Nach Rügen würde ich gerne mal.

Da war schon mal jemand von meiner Gruppe.

Da würde ich auch gerne hinfahren.


Was machen Sie denn gerne im Urlaub?

Erinnern Sie sich an etwas besonders Schönes im Urlaub?

Michael R.:

Naja einkaufen, zu Veranstaltungen gehen, ins Museum.

Michael K.:

Mit der Rheinbahn fahren,

eine Rundfahrt mit dem Bus machen.

Einen Weihnachtsmarkt besuchen.

Eisenbahn fahren.

Einfach mal abschalten.

 

In Venedig, das war richtig schön.

Weil man das schon oft auf Fotos gesehen hatte.

Und dann war ich da selbst!


Gibt es etwas, was im Urlaub schwierig für Sie ist?

Michael R.:

Da erinnere ich mich an den Urlaub auf Corfu.

Da wollte ich was kaufen in einem Geschäft.

Aber der Verkäufer hat nur englisch gesprochen.

Dann hab ich einfach das Geld auf den Tisch gelegt.

Michael K.:

Manchmal gibt es Herausforderungen im Urlaub.

Wenn ich im Hotel was ausfüllen muss.

Das ist eine Überwindung.

Aber man muss sich auch mal was trauen.


Achten Sie im Urlaub darauf, ob es etwas in Leichter Sprache gibt?*

Michael R.:

Nein, auf Leichte Sprache nicht.

Aber auf Barrierefreiheit schon.

Da achte ich sehr drauf.

Zum Beispiel ob jemand mit dem Rollstuhl rein kommt.

Das fällt mir schon auf.

Michael K.:

Eigentlich nicht.

Könnte man aber ja mal.


Vielen herzlichen Dank für das Gespräch!

*Anmerkungen zu den Antworten auf diese Frage:

Es ist spannend zu sehen, dass die beiden Männer, die Mitglied einer Prüfgruppe für Leichte Sprache sind, d.h. dieses Sprachkonzept sehr gut kennen, im Urlaub dennoch nicht darauf achten. Ich schließe daraus, dass wir als Tourismusbranche noch viel mehr in Vorleistung gehen müssen – erst wenn Angebote in Leichter Sprache tatsächlich vorhanden sind, lohnt es sich für die Nutzer von Leichter Sprache danach zu fragen.
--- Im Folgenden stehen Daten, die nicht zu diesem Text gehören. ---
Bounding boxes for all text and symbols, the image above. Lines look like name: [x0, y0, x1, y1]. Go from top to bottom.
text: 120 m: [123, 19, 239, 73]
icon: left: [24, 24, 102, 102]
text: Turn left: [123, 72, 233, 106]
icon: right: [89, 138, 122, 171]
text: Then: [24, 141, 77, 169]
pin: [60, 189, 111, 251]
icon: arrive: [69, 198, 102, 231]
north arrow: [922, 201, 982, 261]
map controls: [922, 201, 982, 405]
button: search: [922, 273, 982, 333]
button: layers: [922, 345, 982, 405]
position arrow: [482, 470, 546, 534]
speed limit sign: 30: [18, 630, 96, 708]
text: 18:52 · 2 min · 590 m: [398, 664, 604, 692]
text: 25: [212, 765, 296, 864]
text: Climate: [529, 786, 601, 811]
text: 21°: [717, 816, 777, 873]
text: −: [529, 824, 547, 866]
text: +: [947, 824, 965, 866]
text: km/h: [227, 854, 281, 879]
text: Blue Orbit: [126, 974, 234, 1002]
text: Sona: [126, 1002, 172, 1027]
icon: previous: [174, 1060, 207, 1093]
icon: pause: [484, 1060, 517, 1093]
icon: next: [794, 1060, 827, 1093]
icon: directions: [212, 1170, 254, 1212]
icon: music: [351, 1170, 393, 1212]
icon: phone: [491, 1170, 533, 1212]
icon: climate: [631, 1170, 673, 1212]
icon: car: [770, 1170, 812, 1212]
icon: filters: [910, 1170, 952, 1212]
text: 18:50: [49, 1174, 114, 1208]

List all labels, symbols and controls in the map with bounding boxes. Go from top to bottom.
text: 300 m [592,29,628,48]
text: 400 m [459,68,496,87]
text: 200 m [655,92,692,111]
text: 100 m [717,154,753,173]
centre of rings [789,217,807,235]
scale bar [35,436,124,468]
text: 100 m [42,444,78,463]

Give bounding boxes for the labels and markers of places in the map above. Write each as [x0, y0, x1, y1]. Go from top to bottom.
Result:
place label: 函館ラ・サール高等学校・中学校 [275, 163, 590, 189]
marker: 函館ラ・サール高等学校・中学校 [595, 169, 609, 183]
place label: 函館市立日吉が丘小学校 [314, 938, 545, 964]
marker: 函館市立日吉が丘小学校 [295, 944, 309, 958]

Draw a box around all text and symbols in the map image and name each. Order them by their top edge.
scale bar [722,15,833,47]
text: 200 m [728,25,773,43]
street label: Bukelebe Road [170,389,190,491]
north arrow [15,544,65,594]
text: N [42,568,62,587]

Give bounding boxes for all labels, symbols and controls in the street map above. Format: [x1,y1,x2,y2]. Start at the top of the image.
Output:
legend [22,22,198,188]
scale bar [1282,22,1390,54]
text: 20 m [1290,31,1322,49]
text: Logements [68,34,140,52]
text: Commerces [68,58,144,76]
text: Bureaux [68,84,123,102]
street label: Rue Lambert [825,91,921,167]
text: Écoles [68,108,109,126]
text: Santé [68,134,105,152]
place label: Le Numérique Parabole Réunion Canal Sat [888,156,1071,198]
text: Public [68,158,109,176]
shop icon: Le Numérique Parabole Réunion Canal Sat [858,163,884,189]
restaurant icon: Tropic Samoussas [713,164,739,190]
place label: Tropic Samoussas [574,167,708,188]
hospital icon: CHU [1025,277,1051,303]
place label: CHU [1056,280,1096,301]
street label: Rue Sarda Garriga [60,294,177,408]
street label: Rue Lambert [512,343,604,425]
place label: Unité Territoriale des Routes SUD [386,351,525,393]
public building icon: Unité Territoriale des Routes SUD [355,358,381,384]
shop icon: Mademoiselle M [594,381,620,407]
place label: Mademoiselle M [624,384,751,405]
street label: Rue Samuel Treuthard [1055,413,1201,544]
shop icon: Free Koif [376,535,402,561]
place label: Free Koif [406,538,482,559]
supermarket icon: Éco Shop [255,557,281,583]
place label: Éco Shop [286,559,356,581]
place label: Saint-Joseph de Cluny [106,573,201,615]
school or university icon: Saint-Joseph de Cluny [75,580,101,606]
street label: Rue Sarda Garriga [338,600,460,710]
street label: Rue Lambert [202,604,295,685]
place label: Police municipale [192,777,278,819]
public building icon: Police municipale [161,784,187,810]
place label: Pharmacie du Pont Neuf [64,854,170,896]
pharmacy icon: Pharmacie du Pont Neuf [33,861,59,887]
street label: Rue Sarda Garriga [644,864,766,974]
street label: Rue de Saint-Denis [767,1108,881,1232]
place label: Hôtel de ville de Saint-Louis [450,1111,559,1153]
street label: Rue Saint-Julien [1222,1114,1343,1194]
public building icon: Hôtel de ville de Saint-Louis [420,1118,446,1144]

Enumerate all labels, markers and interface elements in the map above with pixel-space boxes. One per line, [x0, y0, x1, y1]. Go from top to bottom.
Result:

Die Anmerkung zur Barrierefreiheit – dass Herr R. darauf achtet, ob ein Rollstuhlfahrer rein kommt – rührt sicherlich daher, dass die Reisen, die Herr R. unternimmt, für Menschen mit Behinderung ausgeschrieben sind und dann eben nicht nur Leichte-Sprache-Nutzer unter sich verreisen, sondern auch Menschen mit anderen Beeinträchtigungen. Bemerkenswert ist, dass die Bedürfnisse dieser Menschen ja vollkommen unterschiedlich sind – und dennoch wird gemeinsam verreist. Könnten wir also nicht alle auch mit Menschen mit Behinderung verreisen, wenn wir gegenseitig Rücksicht aufeinander nehmen würden??